The overarching issue is that the high technological ambition assumed in net-zero scenarios can be uneven, and is typically not accompanied by ambitious – or even modest – demand-side changes10,27,28. These issues are present in the EP2050+ net-zero scenario that underpins our DLE estimates. For example, EP2050+ does not assume any substantial shift away from the current modal dominance of car-transport in Switzerland, and to mitigate this, it assumes ambitious reductions in the energy intensity of car transport that are not matched by rail transport. If the energy intensities underpinning our DLE estimates were obtained from a model that assumed a large modal shift to public transport, efficiency improvements may have been greater for those transport modes. DLE estimates for those living without cars would thus have been lower. This highlights the internal inconsistency of our use of technologically focused scenarios from EP2050+ for sufficiency-focused analyses. The inconsistency is lessened as we were not considering a scenario of strict sufficiency as in other work5,29, but rather using DLE as a consumption floor to explore the space remaining for inequality. And this approach has the advantage of allowing DLE to be based upon the specific Swiss context – thus avoiding the many generic assumptions made in previous DLE work – but without the need for a bespoke energy-economy model. Nonetheless, in a Swiss future focused more centrally upon the sustainable provision of wellbeing, technological progress would be focused in different sectors, and this is something we have not captured.
Inequality is a critical issue that we explore at a relatively high level. Nonetheless, our results provide various insights. First, as the energy requirements of securing wellbeing are so much lower than the average use projected in the EP2050+ net-zero scenario, there is theoretically a large space within this scenario for energy inequality, without compromising access to DLE for the lowest consumers. EP2050+ assumes Swiss domestic energy use halves by 2050, with the average falling to ~50 GJ cap-1, which implies an energy footprint of 85 GJ cap-1 if net imports remain proportionally unchanged. As our central DLE estimate for 2050 is less than 25% of this, current energy inequality could more than double before the lowest consumers were at risk of falling below DLE. However, this is a theoretical result, and it requires both practical and ethical responses.
First, in practice it is neither desirable nor likely that energy inequality would rise until consumption of the lowest consumers fell to DLE. It is undesirable, as our estimate of fair energy inequality – while highly uncertain – is far below the current level, so any increase in inequality would increase this misalignment. It is unlikely, as inequality has been rising very slowly in Switzerland over the past two decades, and even if this rate continued to 2050 energy inequality would only rise marginally. Low carbon transitions do pose risks of increasing inequalities, but these are well known and there are many suggestions for how to make transitions more progressive30,31.

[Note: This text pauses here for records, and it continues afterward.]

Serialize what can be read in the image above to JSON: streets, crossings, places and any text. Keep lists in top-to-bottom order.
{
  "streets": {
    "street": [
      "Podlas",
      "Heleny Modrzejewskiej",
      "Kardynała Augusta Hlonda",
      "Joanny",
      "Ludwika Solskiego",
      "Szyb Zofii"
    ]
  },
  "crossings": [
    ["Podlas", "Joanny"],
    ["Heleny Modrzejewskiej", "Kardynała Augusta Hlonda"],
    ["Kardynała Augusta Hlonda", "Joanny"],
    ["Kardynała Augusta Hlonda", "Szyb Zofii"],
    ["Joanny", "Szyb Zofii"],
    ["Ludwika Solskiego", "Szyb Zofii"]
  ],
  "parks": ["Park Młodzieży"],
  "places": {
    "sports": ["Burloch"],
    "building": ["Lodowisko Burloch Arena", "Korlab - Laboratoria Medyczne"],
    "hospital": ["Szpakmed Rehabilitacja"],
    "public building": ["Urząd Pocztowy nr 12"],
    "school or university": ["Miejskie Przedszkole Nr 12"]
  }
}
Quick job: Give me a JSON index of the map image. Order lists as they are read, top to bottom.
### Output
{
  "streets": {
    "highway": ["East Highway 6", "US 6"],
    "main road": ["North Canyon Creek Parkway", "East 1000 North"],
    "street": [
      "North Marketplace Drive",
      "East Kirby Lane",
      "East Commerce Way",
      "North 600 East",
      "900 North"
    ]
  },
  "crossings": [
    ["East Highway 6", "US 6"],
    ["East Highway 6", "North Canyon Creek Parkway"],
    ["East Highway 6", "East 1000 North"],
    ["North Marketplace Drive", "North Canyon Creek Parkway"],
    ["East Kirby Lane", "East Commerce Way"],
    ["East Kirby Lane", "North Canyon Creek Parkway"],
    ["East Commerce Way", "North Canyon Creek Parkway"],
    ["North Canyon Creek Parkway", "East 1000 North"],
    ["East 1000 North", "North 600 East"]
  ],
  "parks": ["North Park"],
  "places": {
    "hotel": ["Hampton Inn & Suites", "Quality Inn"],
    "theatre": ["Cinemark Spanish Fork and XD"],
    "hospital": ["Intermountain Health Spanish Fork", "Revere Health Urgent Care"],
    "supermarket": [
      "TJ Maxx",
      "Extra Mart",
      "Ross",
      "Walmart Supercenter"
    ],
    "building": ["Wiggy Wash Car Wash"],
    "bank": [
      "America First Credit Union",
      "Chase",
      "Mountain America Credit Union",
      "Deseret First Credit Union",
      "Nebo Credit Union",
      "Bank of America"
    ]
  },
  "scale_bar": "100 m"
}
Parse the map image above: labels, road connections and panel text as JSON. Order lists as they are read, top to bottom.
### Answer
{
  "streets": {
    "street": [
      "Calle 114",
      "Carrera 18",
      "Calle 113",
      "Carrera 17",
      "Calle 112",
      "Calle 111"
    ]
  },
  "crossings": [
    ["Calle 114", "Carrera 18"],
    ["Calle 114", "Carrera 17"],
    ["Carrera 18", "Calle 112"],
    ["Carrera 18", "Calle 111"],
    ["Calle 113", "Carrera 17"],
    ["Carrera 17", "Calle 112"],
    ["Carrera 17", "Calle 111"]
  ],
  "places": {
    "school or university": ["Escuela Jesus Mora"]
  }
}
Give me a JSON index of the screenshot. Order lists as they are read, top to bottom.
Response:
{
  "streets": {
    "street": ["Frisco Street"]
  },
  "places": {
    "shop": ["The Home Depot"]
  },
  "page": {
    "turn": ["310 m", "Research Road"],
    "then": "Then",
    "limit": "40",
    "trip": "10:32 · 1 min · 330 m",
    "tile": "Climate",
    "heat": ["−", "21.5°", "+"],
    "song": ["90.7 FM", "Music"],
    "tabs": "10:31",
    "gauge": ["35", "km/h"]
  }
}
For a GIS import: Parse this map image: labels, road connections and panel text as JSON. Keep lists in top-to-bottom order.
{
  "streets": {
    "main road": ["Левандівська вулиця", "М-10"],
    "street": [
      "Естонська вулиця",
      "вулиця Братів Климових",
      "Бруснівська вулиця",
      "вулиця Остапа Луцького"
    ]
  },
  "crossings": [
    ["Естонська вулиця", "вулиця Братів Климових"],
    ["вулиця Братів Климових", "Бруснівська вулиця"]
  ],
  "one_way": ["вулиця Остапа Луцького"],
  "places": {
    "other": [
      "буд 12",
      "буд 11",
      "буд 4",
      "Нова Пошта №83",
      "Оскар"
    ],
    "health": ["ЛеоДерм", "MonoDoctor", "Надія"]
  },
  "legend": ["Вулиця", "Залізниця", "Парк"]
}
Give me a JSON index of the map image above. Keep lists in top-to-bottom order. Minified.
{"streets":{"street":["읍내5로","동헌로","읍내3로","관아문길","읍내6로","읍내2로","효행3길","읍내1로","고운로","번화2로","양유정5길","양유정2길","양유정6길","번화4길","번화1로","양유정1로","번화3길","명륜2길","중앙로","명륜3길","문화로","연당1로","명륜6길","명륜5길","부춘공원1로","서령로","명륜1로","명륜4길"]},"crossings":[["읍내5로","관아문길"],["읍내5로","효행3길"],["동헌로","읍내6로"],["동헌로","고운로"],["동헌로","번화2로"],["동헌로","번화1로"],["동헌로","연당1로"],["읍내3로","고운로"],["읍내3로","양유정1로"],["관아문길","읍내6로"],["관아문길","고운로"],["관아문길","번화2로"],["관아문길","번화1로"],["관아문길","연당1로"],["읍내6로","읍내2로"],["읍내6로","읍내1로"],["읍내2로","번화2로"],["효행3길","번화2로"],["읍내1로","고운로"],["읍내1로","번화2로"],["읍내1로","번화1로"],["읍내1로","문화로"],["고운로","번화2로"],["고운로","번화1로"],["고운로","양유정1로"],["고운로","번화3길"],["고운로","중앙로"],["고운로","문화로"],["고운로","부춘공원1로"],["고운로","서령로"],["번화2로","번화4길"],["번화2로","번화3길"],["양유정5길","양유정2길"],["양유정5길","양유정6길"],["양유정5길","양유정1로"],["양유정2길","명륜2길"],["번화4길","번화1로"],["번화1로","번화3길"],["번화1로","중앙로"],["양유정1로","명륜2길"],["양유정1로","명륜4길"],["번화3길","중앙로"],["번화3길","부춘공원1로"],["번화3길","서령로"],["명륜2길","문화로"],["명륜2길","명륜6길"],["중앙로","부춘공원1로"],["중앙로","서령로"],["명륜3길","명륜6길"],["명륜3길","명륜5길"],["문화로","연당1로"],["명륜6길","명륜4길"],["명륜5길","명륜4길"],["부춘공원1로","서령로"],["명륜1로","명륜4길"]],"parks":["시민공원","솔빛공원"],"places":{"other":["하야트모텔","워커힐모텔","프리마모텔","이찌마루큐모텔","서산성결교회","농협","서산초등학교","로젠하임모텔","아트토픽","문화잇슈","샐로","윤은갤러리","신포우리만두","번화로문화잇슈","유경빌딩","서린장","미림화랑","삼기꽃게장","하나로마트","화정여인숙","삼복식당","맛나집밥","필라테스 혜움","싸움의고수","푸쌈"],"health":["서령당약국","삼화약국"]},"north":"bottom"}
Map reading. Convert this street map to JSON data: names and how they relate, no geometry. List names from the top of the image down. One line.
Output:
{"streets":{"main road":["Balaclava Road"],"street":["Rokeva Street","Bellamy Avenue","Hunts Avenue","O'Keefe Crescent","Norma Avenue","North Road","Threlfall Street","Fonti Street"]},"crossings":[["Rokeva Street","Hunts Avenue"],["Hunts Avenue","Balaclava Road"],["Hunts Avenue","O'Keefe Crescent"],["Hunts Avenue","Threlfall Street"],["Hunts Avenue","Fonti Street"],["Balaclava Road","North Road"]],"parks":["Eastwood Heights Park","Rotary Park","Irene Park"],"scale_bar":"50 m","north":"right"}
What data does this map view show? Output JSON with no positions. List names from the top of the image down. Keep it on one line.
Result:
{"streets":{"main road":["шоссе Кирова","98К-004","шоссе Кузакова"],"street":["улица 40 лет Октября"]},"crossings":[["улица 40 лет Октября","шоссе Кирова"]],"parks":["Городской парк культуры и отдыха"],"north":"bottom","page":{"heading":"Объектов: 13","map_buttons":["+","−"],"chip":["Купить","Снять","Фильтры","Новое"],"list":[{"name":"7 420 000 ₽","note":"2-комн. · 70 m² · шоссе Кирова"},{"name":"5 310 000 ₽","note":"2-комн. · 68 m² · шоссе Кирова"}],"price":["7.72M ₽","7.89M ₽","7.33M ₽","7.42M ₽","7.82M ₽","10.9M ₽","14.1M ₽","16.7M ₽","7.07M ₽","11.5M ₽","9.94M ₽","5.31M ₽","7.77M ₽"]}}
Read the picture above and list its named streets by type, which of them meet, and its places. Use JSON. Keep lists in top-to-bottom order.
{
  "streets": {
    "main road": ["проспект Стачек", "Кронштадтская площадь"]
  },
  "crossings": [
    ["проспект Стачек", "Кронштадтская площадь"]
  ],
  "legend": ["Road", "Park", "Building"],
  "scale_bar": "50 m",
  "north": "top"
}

Second, perhaps most importantly, there are clear arguments that Swiss energy use should be reduced much further than EP2050+ implies. We highlighted above that the energy use EP2050+ NZB assumes in 2050, when scaled-up to include net-imports of embodied energy, is at the upper end of the global averages assumed in IPCC scenarios consistent with 1.5–2 °C of warming. Similarly, the levels of negative emissions assumed would likely be unsustainable if scaled up globally. This Swiss consumption may not in itself be unsustainable if average global consumption remained much lower, but there is no ethical justification for Switzerland to retain this considerable energy privilege21. Even domestically, concerns have been raised about the ability of the clean energy capacity assumed in EP2050+ scenarios to meet peak winter demands32,33, implying that further demand reduction may be necessary if supply cannot be sustainably increased. Finally, note that research in other high-income countries suggests domestic per-capita energy use can be reduced to levels 20% lower than EP2050+ NZB, without compromising quality of life10.
The current work shows that it is certainly possible to secure decent living conditions for all in Switzerland, and support a large degree of affluence beyond this, even with much more ambitious reductions in Swiss energy use. But this is only feasible if the focus is shifted such that human wellbeing, and the social factors that drive energy demand, become as central a consideration as technological progress.
Methods
Wellbeing and decent living standards
Debates around human wellbeing normally cluster around hedonic and eudemonic conceptions34. Broadly, questions of individual emotion, happiness, pleasure, and comfort are central to the former, while questions of social conditions, flourishing, purpose, meaning, and functioning are the foci of the latter. Human needs work sits within the latter eudemonic tradition, and the Decent Living Standards (DLS) framework1 was developed with reference to various theories of needs35,36. The primary goal of DLS was to bridge the gap between the abstractions of needs theories and material reality. DLS thus proposes an inventory of material resources that are required for a decent life in our modern industrial societies, which go beyond mere subsistence and the extreme poverty that international income poverty lines measure.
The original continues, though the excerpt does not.